Every record below must be returned exactly as it was received.

___ DATA FOR PROCESSING ___

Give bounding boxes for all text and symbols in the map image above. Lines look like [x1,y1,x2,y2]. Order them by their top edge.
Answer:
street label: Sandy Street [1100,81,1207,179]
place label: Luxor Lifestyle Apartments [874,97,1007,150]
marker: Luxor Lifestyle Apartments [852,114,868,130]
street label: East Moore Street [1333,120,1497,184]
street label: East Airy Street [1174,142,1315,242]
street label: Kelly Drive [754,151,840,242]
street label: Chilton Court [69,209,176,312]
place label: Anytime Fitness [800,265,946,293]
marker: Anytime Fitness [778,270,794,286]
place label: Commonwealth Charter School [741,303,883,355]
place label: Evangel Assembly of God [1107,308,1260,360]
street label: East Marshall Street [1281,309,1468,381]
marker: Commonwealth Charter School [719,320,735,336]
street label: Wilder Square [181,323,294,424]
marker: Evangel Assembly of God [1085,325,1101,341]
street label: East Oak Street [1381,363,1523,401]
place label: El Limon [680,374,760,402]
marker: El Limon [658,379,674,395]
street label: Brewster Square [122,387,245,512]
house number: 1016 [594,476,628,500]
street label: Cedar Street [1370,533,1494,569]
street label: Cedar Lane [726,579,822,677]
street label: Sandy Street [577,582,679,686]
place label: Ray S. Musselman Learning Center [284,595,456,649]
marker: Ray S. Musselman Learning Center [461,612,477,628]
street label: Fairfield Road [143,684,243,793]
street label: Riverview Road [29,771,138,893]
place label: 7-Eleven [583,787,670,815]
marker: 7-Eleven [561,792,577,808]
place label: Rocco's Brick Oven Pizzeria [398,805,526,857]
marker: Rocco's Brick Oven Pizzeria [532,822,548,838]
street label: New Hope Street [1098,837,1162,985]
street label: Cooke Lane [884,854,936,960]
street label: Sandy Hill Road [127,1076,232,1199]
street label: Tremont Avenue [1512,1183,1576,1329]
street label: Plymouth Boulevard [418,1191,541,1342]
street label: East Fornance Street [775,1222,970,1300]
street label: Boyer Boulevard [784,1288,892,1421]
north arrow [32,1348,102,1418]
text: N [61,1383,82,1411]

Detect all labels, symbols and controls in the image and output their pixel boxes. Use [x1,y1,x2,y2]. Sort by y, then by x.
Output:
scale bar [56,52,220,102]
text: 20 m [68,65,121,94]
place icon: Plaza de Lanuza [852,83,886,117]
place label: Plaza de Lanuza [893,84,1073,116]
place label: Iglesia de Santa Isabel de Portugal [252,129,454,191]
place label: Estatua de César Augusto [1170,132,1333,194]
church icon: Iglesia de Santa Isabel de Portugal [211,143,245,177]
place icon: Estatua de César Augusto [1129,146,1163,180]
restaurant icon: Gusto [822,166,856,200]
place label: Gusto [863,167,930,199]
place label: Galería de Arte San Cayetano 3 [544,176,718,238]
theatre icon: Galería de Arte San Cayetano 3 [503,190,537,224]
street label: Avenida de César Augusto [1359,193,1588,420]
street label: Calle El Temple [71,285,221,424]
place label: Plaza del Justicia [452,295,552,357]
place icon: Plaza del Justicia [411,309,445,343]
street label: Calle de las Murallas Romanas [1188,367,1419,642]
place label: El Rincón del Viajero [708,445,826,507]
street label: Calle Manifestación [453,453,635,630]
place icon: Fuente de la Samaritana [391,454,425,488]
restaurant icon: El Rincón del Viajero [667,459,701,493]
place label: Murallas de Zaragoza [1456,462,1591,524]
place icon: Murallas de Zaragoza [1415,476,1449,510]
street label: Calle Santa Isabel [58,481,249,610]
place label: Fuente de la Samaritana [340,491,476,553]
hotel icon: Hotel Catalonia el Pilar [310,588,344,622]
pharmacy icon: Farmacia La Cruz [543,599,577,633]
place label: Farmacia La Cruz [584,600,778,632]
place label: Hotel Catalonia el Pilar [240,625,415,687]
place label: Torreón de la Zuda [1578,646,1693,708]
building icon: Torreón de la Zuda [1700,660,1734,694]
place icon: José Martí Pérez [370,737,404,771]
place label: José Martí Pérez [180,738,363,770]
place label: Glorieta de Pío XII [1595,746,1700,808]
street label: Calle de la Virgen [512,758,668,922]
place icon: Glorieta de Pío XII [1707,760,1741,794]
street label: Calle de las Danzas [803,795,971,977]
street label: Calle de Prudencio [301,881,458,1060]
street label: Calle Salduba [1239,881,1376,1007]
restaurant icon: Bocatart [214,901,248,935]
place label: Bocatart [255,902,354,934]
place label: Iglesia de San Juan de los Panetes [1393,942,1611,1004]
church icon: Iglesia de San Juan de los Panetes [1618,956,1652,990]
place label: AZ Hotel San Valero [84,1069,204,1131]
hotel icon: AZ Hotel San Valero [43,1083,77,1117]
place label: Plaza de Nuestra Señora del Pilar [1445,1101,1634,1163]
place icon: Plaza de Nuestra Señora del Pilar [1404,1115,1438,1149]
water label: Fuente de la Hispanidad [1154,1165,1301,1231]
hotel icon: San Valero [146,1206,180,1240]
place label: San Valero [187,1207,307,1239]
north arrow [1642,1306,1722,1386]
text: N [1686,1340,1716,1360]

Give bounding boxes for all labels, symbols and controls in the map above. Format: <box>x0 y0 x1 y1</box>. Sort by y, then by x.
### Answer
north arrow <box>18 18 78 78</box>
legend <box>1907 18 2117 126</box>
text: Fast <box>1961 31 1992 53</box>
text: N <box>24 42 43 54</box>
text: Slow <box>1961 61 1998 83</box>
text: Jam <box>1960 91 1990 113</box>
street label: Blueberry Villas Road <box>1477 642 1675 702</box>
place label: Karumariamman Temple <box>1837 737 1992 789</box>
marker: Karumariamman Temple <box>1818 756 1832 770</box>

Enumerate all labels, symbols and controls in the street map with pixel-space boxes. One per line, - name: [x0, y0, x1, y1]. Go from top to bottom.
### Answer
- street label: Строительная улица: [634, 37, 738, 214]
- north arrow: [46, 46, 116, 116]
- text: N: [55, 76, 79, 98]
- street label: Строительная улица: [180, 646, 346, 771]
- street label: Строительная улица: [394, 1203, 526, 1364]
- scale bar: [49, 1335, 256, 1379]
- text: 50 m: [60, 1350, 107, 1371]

___

__EXERCISE RESPONSE__.
Give bounding boxes for all text and symbols in the map image above. Lines look like [x1,y1,x2,y2]. Order them by their top edge.
Answer:
street label: Sandy Street [1100,81,1207,179]
place label: Luxor Lifestyle Apartments [874,97,1007,150]
marker: Luxor Lifestyle Apartments [852,114,868,130]
street label: East Moore Street [1333,120,1497,184]
street label: East Airy Street [1174,142,1315,242]
street label: Kelly Drive [754,151,840,242]
street label: Chilton Court [69,209,176,312]
place label: Anytime Fitness [800,265,946,293]
marker: Anytime Fitness [778,270,794,286]
place label: Commonwealth Charter School [741,303,883,355]
place label: Evangel Assembly of God [1107,308,1260,360]
street label: East Marshall Street [1281,309,1468,381]
marker: Commonwealth Charter School [719,320,735,336]
street label: Wilder Square [181,323,294,424]
marker: Evangel Assembly of God [1085,325,1101,341]
street label: East Oak Street [1381,363,1523,401]
place label: El Limon [680,374,760,402]
marker: El Limon [658,379,674,395]
street label: Brewster Square [122,387,245,512]
house number: 1016 [594,476,628,500]
street label: Cedar Street [1370,533,1494,569]
street label: Cedar Lane [726,579,822,677]
street label: Sandy Street [577,582,679,686]
place label: Ray S. Musselman Learning Center [284,595,456,649]
marker: Ray S. Musselman Learning Center [461,612,477,628]
street label: Fairfield Road [143,684,243,793]
street label: Riverview Road [29,771,138,893]
place label: 7-Eleven [583,787,670,815]
marker: 7-Eleven [561,792,577,808]
place label: Rocco's Brick Oven Pizzeria [398,805,526,857]
marker: Rocco's Brick Oven Pizzeria [532,822,548,838]
street label: New Hope Street [1098,837,1162,985]
street label: Cooke Lane [884,854,936,960]
street label: Sandy Hill Road [127,1076,232,1199]
street label: Tremont Avenue [1512,1183,1576,1329]
street label: Plymouth Boulevard [418,1191,541,1342]
street label: East Fornance Street [775,1222,970,1300]
street label: Boyer Boulevard [784,1288,892,1421]
north arrow [32,1348,102,1418]
text: N [61,1383,82,1411]

Detect all labels, symbols and controls in the image and output their pixel boxes. Use [x1,y1,x2,y2]. Sort by y, then by x.
Output:
scale bar [56,52,220,102]
text: 20 m [68,65,121,94]
place icon: Plaza de Lanuza [852,83,886,117]
place label: Plaza de Lanuza [893,84,1073,116]
place label: Iglesia de Santa Isabel de Portugal [252,129,454,191]
place label: Estatua de César Augusto [1170,132,1333,194]
church icon: Iglesia de Santa Isabel de Portugal [211,143,245,177]
place icon: Estatua de César Augusto [1129,146,1163,180]
restaurant icon: Gusto [822,166,856,200]
place label: Gusto [863,167,930,199]
place label: Galería de Arte San Cayetano 3 [544,176,718,238]
theatre icon: Galería de Arte San Cayetano 3 [503,190,537,224]
street label: Avenida de César Augusto [1359,193,1588,420]
street label: Calle El Temple [71,285,221,424]
place label: Plaza del Justicia [452,295,552,357]
place icon: Plaza del Justicia [411,309,445,343]
street label: Calle de las Murallas Romanas [1188,367,1419,642]
place label: El Rincón del Viajero [708,445,826,507]
street label: Calle Manifestación [453,453,635,630]
place icon: Fuente de la Samaritana [391,454,425,488]
restaurant icon: El Rincón del Viajero [667,459,701,493]
place label: Murallas de Zaragoza [1456,462,1591,524]
place icon: Murallas de Zaragoza [1415,476,1449,510]
street label: Calle Santa Isabel [58,481,249,610]
place label: Fuente de la Samaritana [340,491,476,553]
hotel icon: Hotel Catalonia el Pilar [310,588,344,622]
pharmacy icon: Farmacia La Cruz [543,599,577,633]
place label: Farmacia La Cruz [584,600,778,632]
place label: Hotel Catalonia el Pilar [240,625,415,687]
place label: Torreón de la Zuda [1578,646,1693,708]
building icon: Torreón de la Zuda [1700,660,1734,694]
place icon: José Martí Pérez [370,737,404,771]
place label: José Martí Pérez [180,738,363,770]
place label: Glorieta de Pío XII [1595,746,1700,808]
street label: Calle de la Virgen [512,758,668,922]
place icon: Glorieta de Pío XII [1707,760,1741,794]
street label: Calle de las Danzas [803,795,971,977]
street label: Calle de Prudencio [301,881,458,1060]
street label: Calle Salduba [1239,881,1376,1007]
restaurant icon: Bocatart [214,901,248,935]
place label: Bocatart [255,902,354,934]
place label: Iglesia de San Juan de los Panetes [1393,942,1611,1004]
church icon: Iglesia de San Juan de los Panetes [1618,956,1652,990]
place label: AZ Hotel San Valero [84,1069,204,1131]
hotel icon: AZ Hotel San Valero [43,1083,77,1117]
place label: Plaza de Nuestra Señora del Pilar [1445,1101,1634,1163]
place icon: Plaza de Nuestra Señora del Pilar [1404,1115,1438,1149]
water label: Fuente de la Hispanidad [1154,1165,1301,1231]
hotel icon: San Valero [146,1206,180,1240]
place label: San Valero [187,1207,307,1239]
north arrow [1642,1306,1722,1386]
text: N [1686,1340,1716,1360]

Give bounding boxes for all labels, symbols and controls in the map above. Format: <box>x0 y0 x1 y1</box>. Sort by y, then by x.
### Answer
north arrow <box>18 18 78 78</box>
legend <box>1907 18 2117 126</box>
text: Fast <box>1961 31 1992 53</box>
text: N <box>24 42 43 54</box>
text: Slow <box>1961 61 1998 83</box>
text: Jam <box>1960 91 1990 113</box>
street label: Blueberry Villas Road <box>1477 642 1675 702</box>
place label: Karumariamman Temple <box>1837 737 1992 789</box>
marker: Karumariamman Temple <box>1818 756 1832 770</box>

Enumerate all labels, symbols and controls in the street map with pixel-space boxes. One per line, - name: [x0, y0, x1, y1]. Go from top to bottom.
### Answer
- street label: Строительная улица: [634, 37, 738, 214]
- north arrow: [46, 46, 116, 116]
- text: N: [55, 76, 79, 98]
- street label: Строительная улица: [180, 646, 346, 771]
- street label: Строительная улица: [394, 1203, 526, 1364]
- scale bar: [49, 1335, 256, 1379]
- text: 50 m: [60, 1350, 107, 1371]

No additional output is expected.